Constraints in the work environment such as reduced staff, lack of time and a lack of resources are reasons for concern regarding their negative impact on patient care delivery (Chan et al. 2013; Winsett et al., 2016; Blackman et al., 2018; Griffiths et al., 2021). Nurses caring for patients with stroke are aware of what optimum stroke care entails however, they often provide a reduced level of care due to the presence of constraints (Clarke & Holt, 2014; Seneviratne et al., 2009). One constraint commonly reported as a barrier to optimal nursing is a lack of time (Blackman et al., 2018; Chan et al., 2013; Clarke & Holt, 2014) and this includes the area of stroke care (Seneviratne et al., 2009). Reduced nurse staffing levels is another constraint associated with increased levels of mortality (Cho et al., 2015; Department of Health, 2018; Fagerström et al., 2018; Griffiths et al., 2016). Morality also increases with incidence of pressure ulcers and nosocomial infections reported when inadequate nurse staffing levels are present (Cho et al., 2015; He et al., 2016). In addition, increases in nurses’ workloads demonstrate statistically significant increase in mortality (Aiken et al., 2014; Fagerström et al., 2018). Limited availability of space, time and interprofessional support in stroke care has a similar effect (Seneviratne et al., 2009). Stroke unit care addresses all elements of the staffing and infrastructure required to create safe specialized care delivery for patients with stroke.

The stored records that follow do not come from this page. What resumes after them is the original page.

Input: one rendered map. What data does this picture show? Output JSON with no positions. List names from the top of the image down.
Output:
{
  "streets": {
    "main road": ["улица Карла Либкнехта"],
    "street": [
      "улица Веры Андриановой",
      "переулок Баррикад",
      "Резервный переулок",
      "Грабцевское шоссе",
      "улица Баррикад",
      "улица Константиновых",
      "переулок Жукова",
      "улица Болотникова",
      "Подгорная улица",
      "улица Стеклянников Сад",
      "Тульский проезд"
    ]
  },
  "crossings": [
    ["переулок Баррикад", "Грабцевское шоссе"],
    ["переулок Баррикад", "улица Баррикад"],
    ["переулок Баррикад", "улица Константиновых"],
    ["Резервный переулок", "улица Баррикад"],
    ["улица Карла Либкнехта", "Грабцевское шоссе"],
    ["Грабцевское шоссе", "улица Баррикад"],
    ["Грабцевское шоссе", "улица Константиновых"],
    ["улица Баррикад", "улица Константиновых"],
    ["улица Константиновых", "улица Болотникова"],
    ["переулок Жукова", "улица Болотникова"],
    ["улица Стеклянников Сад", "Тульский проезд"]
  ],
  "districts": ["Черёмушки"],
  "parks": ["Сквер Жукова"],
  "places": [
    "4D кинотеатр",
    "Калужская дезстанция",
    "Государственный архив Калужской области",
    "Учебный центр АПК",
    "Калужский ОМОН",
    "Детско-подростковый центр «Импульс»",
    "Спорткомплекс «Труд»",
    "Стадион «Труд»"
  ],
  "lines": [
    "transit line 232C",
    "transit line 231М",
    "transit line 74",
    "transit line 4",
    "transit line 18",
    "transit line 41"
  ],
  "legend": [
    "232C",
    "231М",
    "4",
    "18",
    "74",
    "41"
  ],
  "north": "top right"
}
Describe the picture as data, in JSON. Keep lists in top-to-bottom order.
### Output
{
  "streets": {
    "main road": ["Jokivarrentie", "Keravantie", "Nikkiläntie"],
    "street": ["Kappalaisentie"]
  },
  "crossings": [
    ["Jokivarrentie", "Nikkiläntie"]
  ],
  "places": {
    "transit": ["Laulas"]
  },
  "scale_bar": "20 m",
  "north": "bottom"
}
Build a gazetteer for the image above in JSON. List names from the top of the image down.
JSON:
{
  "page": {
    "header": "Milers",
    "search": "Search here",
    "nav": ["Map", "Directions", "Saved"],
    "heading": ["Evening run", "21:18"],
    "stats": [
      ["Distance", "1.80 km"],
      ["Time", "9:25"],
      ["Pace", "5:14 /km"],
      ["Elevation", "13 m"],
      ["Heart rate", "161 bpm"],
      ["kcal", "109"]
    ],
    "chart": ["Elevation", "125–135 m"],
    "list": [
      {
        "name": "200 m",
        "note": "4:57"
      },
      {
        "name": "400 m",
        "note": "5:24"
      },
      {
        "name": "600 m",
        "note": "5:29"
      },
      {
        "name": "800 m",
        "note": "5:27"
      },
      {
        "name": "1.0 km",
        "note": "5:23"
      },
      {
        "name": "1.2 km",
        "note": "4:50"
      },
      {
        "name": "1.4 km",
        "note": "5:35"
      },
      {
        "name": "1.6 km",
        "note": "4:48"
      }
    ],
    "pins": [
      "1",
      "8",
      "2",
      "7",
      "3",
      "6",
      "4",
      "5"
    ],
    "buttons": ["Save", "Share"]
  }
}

Despite the benefits of stroke unit care, many patients continue to be cared for in the general acute setting. A national audit of stroke services in Ireland found 29% of patients were cared for on wards other than stroke units (National Office of Clinical Audit, 2020), similar to other European countries (Kings College London, 2017). Stroke care provided on non-specialist wards demonstrates poorer patient outcomes such as higher mortality rates and reduced functional ability compared to specialised stroke units (Langhorne et al., 2020; Stroke Unit Trialists, 2013). Few studies have directly explored or examined how nurses care for patients with stroke in the general acute setting (Gibbon, 1991; Gibbon & Little, 1995; Hamrin, 1982; Hamrin & Lindmark, 1990). To our knowledge, no studies have explored this in recent times even though figures continue to demonstrate substantial variations in location of care delivery for patients with stroke across Europe.

Methodology

A classic grounded theory methodology was selected as this area is relatively underexplored with little or no theory to guide practice. As Glaser (2003) suggested, classic grounded theory combines the need for and the promise of relevancy about what is happening within a specific area of research.

Ethical considerations

Ethical approval was granted from two hospital research ethics committees. Anonymity was ensured by using pseudonyms and only the researcher had access to the data consistent with the Nursing and Midwifery Board of Ireland ethical guidelines (2014).

Before engaging in non-participant observations, staff were informed that patient safety was a priority. Consistent with ethical approval, verbal agreement was sought from nurses and patients before each observation period. Nobody who was approached refused permission. During observation periods, the researcher remained as unobtrusive to staff and patients as possible, where the focus was on viewing nurses delivering care in trying to ensure that nurses and patients were respected and protected during the process. Nurses and ward managers were aware of the researcher’s presence and consented to the observation periods. It was agreed with the nurse manager and the participants that if unsafe care was observed, then the researcher would intervene and the episode reported.

Data collection

Glaser (2004) highlighted that any form of data can be used to generate theory, however theoretical sensitivity is required to ensure the concepts are generated from the data. For this study, data were collected using interviews and non-participant observations, which took place at ward level.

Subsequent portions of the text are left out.